I usually drive my cars till the wheels fall off anyway, so that removes the "what if you sell it" argument.
Reality (Score:5, Insightful)
you provide wiring, you do not actually see the work being done witin the modules.
Sigh.... Actually I do see quite a lot of it because we don't just do the wiring but thank's for the insult. We also do a lot of engineering for the ECUs and for several of our customers we provide program management for the entire electrical system of a vehicle. But you go ahead with being condescending to someone you know nothing about.
So your opinions on the wiring hold weight but I can tell that you have no idea how the modules actually send packets and interact on the network
Since I've told you virtually nothing beyond the fact that my company makes wiring products that's quite a leap you made there. Maybe you should find out what I actually do before telling me what I know?
Anyways, your defeatist attitude is mostlikely because you do not understand how canbus actually works on the protocol layer as yopu are only exposed to the physical wiring layer. I can tell you that removing and/or reprogramming modules from a car is not impossible and is already done.

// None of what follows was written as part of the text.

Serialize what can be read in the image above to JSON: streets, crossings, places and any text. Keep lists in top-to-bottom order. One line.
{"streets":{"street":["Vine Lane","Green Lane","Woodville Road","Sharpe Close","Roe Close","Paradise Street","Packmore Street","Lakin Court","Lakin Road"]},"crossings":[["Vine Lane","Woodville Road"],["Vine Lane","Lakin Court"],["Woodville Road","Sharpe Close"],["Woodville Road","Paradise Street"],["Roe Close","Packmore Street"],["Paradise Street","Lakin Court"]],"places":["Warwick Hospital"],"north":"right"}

Defeatist? Not at all. Just realist. I know exactly what is involved, how hard it is, and how expensive because I'd done it. If you think it is trivial you either lack perspective or you are utterly clueless because you've never really done it. I also know how ad hoc much of the programming that goes into a lot of it is because I work directly with the engineers doing it.
I am already replacing certain modules in high end cars and replacing them with small SOC's that talk on the canbus, it is not impossible it just takes time and effort.
It is impossible for most people. Yes you can reprogram all this stuff. Doing so is expensive, time consuming and requires specific technical expertise. You aren't going to get a CANbus for Dummies book from Amazon and start reprogramming ECUs over a weekend. You can hire people to do it for you but they don't come cheap.
You may work for an automotive supplier, but that doesn't mean that you understand automotive engineering.
Really? Glad you set me straight. I thought the fact that I AM automotive engineer with over 20 years in the industry might have given me some insight but clearly an AC on slashdot knows all.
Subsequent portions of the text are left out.